### Work request
Return each line of the listing in which the word "strong" appears.
The data Block Start
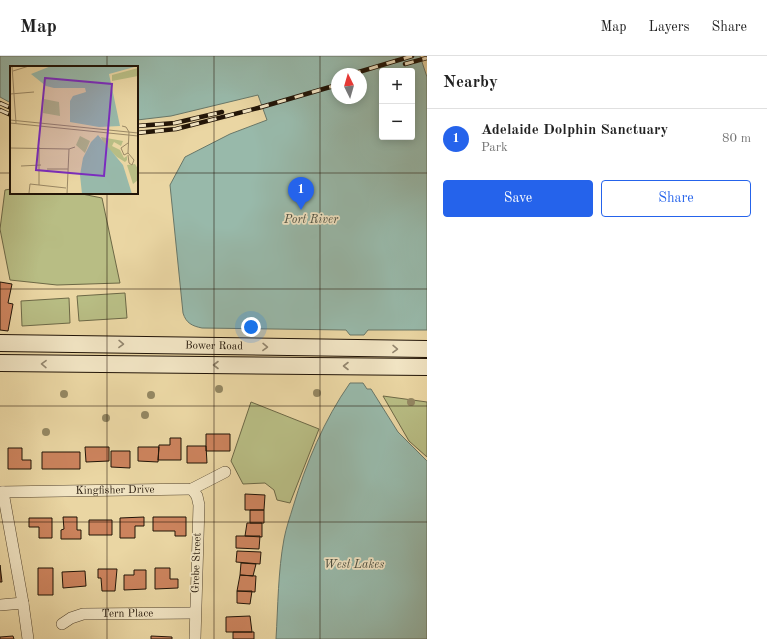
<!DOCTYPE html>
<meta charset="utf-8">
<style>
body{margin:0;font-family:"Old Standard TT",serif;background:#f2f2f2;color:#222}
.controls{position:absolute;right:12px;top:12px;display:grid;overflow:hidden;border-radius:4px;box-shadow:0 2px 10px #0003}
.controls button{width:36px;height:36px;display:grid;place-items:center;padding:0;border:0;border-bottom:1px solid #e0e0e0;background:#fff;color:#222;font:20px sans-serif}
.compass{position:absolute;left:331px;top:12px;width:36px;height:36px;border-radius:50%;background:#fff;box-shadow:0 2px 10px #0003;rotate:355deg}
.you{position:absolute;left:251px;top:271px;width:14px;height:14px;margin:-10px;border:3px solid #fff;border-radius:50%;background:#1a73e8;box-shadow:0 0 0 6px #1a73e833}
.badge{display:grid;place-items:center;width:26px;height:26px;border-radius:50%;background:#2563eb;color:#fff;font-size:13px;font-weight:700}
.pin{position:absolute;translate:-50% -33px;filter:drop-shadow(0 1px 2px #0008)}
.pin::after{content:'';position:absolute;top:21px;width:14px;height:12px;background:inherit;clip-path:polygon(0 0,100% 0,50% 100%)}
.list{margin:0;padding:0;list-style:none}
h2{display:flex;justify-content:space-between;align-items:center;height:52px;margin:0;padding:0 16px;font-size:17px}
h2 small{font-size:13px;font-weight:400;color:#767676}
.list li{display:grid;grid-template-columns:26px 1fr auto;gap:12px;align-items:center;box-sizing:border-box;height:60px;padding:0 16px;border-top:1px solid #e0e0e0}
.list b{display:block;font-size:15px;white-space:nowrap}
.list p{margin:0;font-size:13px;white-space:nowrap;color:#767676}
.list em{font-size:13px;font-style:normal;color:#767676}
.actions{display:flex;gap:8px;padding:12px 16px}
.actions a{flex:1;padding:9px 0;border:1px solid #2563eb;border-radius:4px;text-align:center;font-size:14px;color:#2563eb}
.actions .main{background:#2563eb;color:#fff}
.map{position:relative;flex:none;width:427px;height:583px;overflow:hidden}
header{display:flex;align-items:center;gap:24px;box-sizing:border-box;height:56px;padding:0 20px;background:#fff;border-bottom:1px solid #e0e0e0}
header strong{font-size:19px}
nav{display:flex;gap:22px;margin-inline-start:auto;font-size:14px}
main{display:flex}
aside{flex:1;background:#fff}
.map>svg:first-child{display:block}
.green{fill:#b8bd84;stroke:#6c6846}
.water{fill:#98b9aa;stroke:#687769;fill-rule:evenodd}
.building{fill:#cc835d;stroke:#211407}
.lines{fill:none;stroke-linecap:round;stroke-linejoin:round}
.minor-casing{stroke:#53442e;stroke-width:12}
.secondary-casing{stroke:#211407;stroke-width:18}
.minor{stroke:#f1e4c3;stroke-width:11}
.secondary{stroke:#f1e4c3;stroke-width:16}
.rail-casing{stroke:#211407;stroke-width:4.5}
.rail{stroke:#f1e4c3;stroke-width:3;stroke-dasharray:9;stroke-linecap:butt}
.tree{fill:#948762}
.oneway{stroke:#93866e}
.grid{fill:none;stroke:#211407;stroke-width:1;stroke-opacity:0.55}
.labels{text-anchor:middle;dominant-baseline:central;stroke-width:3.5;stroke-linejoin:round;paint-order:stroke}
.street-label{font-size:11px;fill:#211407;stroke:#f1e4c3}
.water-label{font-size:12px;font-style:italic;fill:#4b4e40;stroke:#f1e4c3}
.inset-road{fill:none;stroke:#9a8865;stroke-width:1}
.view{fill:#7b2cbf;fill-opacity:0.15;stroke:#7b2cbf;stroke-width:2}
.inset-edge{fill:none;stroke:#211407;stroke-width:2}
</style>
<header>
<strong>Map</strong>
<nav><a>Map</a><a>Layers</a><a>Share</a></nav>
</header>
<main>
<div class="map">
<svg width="427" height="583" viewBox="0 0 427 583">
<rect width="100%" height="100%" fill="#ead6a3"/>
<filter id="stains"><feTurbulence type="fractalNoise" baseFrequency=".005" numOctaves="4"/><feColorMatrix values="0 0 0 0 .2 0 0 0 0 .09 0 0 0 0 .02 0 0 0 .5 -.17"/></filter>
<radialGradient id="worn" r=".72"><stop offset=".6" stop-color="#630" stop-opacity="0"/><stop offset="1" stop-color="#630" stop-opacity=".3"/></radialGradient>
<path class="green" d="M11 133V137H77L102 142 120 227 57 229 10 224 0 173 5 134Z
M125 237 127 262 79 265 77 240Z
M69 242 70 267 22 270 21 245Z
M383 340 427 346V401L409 385Z
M251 346 319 373 290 447 277 444 274 434 265 427 243 428 231 405Z"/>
<path class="water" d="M0 0H420L427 21V274H368L364 279H350L346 274 202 272C192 270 186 267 183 257L170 129 185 101 230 78 267 64 258 39 171 60 137 64V11H11V47L0 41ZM382 15H412V81H382ZM337 18H361V42H337Z
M350 327H363L367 333H371L398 376 427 405V583H276C278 550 278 515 284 483 286 472 290 461 293 451 306 407 324 364 350 327Z"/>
<path class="building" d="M0 226 12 228 8 247 13 248 8 275 0 274Z
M206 378H230V395H206Z
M170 382H181V404H158L159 389H170Z
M187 390H206L207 407H187Z
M85 391H109V405L86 406Z
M138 391H159L158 406 138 405Z
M8 392H22V404H31V413H8Z
M111 395H130V412L111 411Z
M42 396H80V413H42Z
M245 438 265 439 264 454H245Z
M250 454H264V467H250Z
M63 461H77V474H81V483H61V474L64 473Z
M144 461V470H135V482H120V462Z
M153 461H186V480H175V475H153Z
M29 462H52V482H39V471H29Z
M89 464H112V479H89Z
M247 467H262V481L245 480Z
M236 480H260L259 493 236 492Z
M237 495 261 496 260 508 236 506Z
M241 507 256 508 253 520 240 519Z
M0 509 2 526H0Z
M38 512H53V539H38Z
M155 512H170V523H178V532L155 533Z
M98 513H117L115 535H102L101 522H98Z
M134 514H146V533L124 534V519H134Z
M85 515 86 530 63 532 62 516Z
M240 519 256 520 255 536 237 535Z
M237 535H252L250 548 237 547Z
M250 560 252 576H226V561Z
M233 576H254V583H233Z
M13 580 14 583H0V581Z
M151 580 172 581V583H151Z"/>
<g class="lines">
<defs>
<g id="minor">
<path d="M192 433 197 440 199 449 195 583"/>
<path id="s1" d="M0 436 192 433 225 416"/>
<path d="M3 436 23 547 28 583"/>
<path d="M0 549 23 547"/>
<path id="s2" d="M62 568 71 562 83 558 195 557"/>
</g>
<g id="secondary">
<path id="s3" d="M0 287 427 293"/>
<path d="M0 307 427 311"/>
</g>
</defs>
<use href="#minor" class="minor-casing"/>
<use href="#secondary" class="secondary-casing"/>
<use href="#minor" class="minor"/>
<use href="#secondary" class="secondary"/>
<defs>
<path id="rail" d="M405 8 427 2
M352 18 412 0
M0 47 11 52
M0 54 11 59
M137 70 175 67 222 56
M137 77 176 73 258 52 337 29"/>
</defs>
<use href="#rail" class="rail-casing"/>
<use href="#rail" class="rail"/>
</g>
<g class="tree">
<circle cx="219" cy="333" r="4"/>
<circle cx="317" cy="337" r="4"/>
<circle cx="64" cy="338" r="4"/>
<circle cx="151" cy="339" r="4"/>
<circle cx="411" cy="346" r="4"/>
<circle cx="145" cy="359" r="4"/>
<circle cx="106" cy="362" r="4"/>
<circle cx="46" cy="376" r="4"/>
</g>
<defs><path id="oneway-chevron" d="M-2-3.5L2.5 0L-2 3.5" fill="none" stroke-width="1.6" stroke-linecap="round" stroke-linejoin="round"/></defs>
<g class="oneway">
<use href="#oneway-chevron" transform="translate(121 288) rotate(1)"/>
<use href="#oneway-chevron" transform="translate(265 291) rotate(1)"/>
<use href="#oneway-chevron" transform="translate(395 293) rotate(1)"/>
<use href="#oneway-chevron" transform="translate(44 308) rotate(-179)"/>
<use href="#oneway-chevron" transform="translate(216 309) rotate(-180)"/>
<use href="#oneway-chevron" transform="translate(346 310) rotate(-180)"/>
</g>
<path class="grid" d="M107 0V11M214 0V583M320 0V583M0 117H11M137 117H427M107 137V583M0 233H427M0 350H427M0 466H427"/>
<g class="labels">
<g class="street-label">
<text stroke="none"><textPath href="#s3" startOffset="214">Bower Road</textPath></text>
<text stroke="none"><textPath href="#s1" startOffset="115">Kingfisher Drive</textPath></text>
<text transform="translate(197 507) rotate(-88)">Grebe Street</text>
<text stroke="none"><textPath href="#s2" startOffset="68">Tern Place</textPath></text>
</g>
<g class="water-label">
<text x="311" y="164">Port River</text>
<text x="354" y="509">West Lakes</text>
</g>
</g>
<g transform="translate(10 10)">
<rect width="128" height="128" fill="#ead6a3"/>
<path d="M128 2V10L102 15V9ZM34 33 49 36 50 50 33 47ZM70 70 80 75 75 87 66 79ZM91 71 113 75 111 80 104 76 102 80 110 84 114 92 117 90V94L115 96 107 91 94 79ZM125 98 128 103V114L123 118 117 99Z" fill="#b8bd84"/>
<path d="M41 0H128L99 8 110 60 89 61 60 56V35L63 30 76 26 75 22H44L36 20 21 8ZM88 69 113 99 122 128H72L70 109 73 92 81 76Z" fill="#98b9aa"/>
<path class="inset-road" d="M2 0 6 57M3 5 19 0M0 28 24 26M0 54 128 67M0 57 128 70M112 60 116 61 119 66 118 87 114 89 111 82 118 77M29 81V119M0 82 59 83 65 81M118 89 119 97 122 99 124 94 118 87M11 100 31 99M37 103H58M19 127 20 118 56 122M57 128 59 83"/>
<path class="view" d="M35 12 102 18 94 110 26 104Z"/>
<rect width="128" height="128" class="inset-edge"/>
</g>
<rect width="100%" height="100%" filter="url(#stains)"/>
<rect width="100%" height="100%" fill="url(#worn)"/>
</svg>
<div class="controls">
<button>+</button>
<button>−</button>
</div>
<svg class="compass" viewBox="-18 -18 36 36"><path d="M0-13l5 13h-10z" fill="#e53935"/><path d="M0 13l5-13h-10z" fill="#767676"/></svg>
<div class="you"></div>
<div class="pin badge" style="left:301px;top:154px">1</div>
</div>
<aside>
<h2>Nearby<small></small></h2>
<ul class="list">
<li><span class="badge">1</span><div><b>Adelaide Dolphin Sanctuary</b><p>Park</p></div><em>80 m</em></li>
</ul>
<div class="actions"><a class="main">Save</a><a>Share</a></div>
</aside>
</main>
The data Block End
### Solved exercise
header strong{font-size:19px}
<strong>Map</strong>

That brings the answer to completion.